HELO/EHLO checks can be specified using the below options. Most options can be inherited or explicitly set to yes or no.

  • Use Blacklist
    • Enable the use of the global HELO/EHLO blacklist.
  • Blacklist Period
    • Period the blacklisting will be active for, any successive attempts by the blacklisted host to use the blacklisted HELO/EHLO will result in the period being reset. Think of this period as the period in which Policyd v2 looks back to see if the host has used a blacklisted HELO/EHLO. This value is in seconds.
  • Use HRP
    • Enable the use of helo randomization prevention. Enabling this option will track every HELO/EHLO a host uses.
  • HRP Period
    • Similar in working to the Blacklist Period, this period can be thought of how far back Policyd v2 looks to see how many HELO's the host has used. If the number of unique HELO/EHLO's exceeds HRP Limit, email is rejected. This value is in seconds.
  • HRP Limit
    • Reject mail when the number of unique HELO/EHLO's hits this number.
  • Reject Invalid
    • Reject invalid HELO's which do not meet RFC 2821's requirements. More specifically if its not an IP address or domain name. You need to enable this in order for Reject non-literal IP and Reject Unresolvable to work. RFC 2821, page 29, section 4.1.1.1 describes the HELO/EHLO command and states the following "The argument field contains the fully-qualified domain name of the SMTP client …".
  • Reject non-Literal IP
    • Reject invalid HELO's which do not meet RFC 2821's requirements. RFC 2821, page 22, section 3.6 defines a domain as being fully qualified and resolvable… "Only resolvable, fully-qualified, domain names (FQDNs) are permitted when domain names are used in SMTP…. Local nicknames or unqualified names MUST NOT be used… The domain name given in the EHLO command MUST BE either a primary host name (a domain name that resolves to an A RR) or, if the host has no name, an address literal as described in section 4.1.1.1…". Therefore, this option rejects a non-literal IP being used in a helo. ie. a.b.c.d would be rejected whereas [a.b.c.d] would be allowed. If this option is left disabled a.b.c.d would also be allowed.
    • (IPv6 support is available from r493+ and v2.1.x)
    • IPv6 address literals will be recognized aswell.

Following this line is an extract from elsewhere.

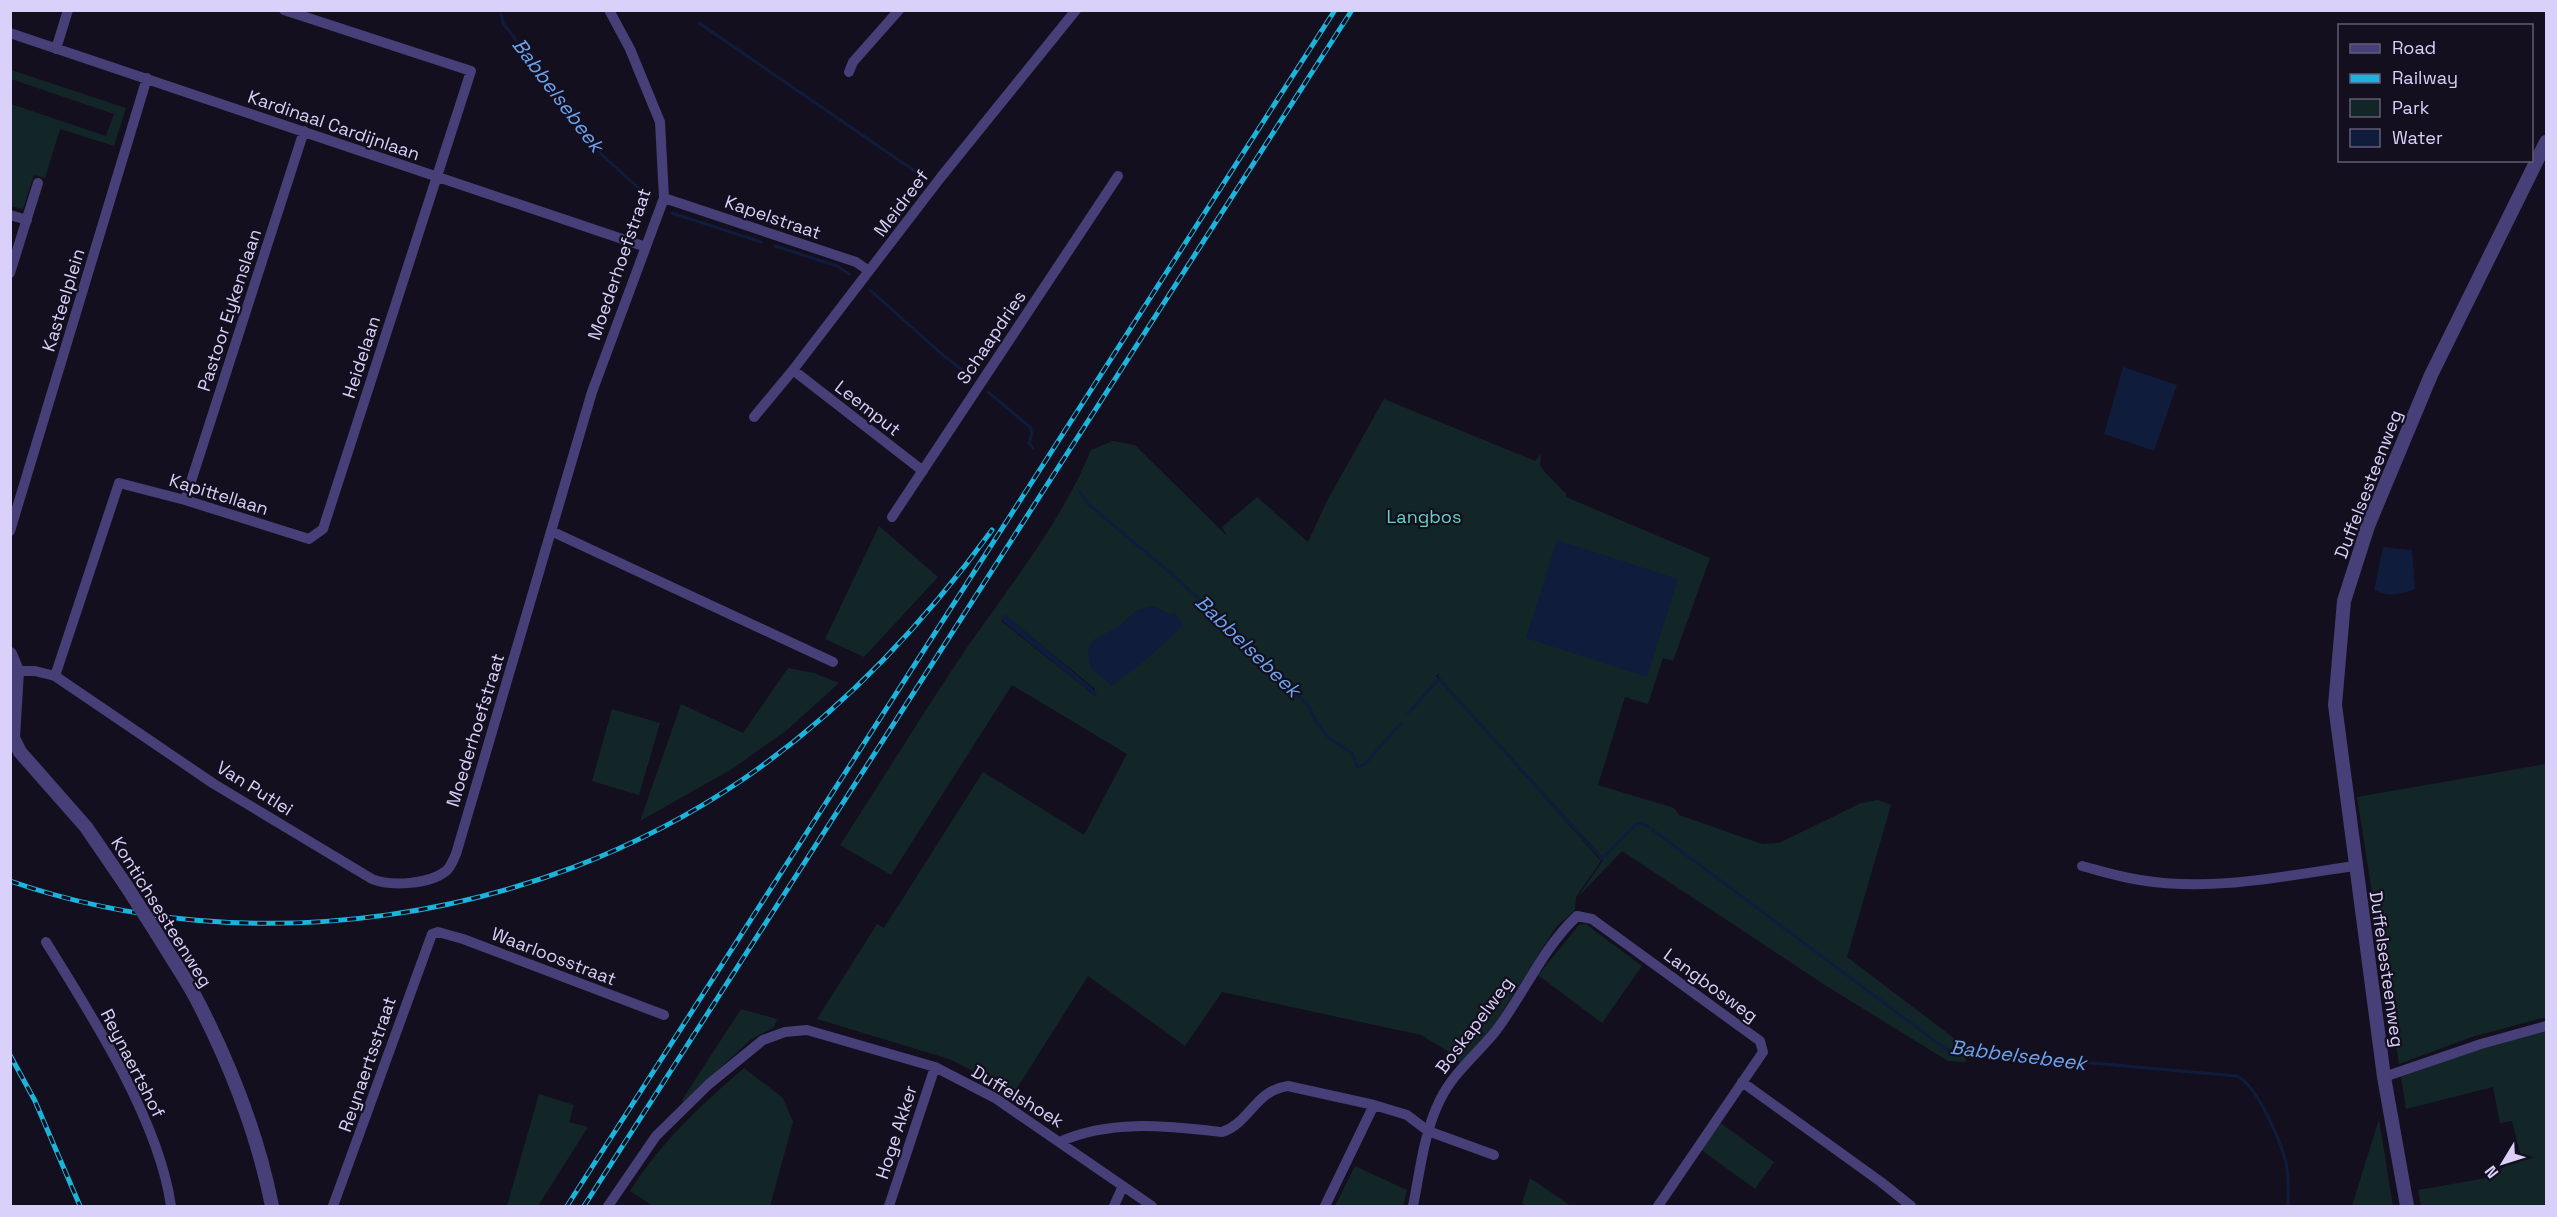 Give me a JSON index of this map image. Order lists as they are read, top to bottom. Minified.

Configuration for this module is done in the CheckHelo section in the configuration file.

  • enable
    • Set to 1 if you wish to enable this module. Default 0 (disabled).
  • Whitelisting
    • Whitelisting of source IPv4 addresses in the format a.b.c.d[/x]. Bitmask is optional and defaults to 32.
    • Whitelisting of source IPv6 addresses. For a list of supported formats please see IP Address Specification.
    • (Supported in: r493+, v2.1.x)

Important Note

Its highly recommended to use the whitelisted hosts file in the database/whitelists/ directory by running:

./parse-checkhelo-whitelist > checkhelo-whitelist.sql

Then load checkhelo-whitelist.sql into your database.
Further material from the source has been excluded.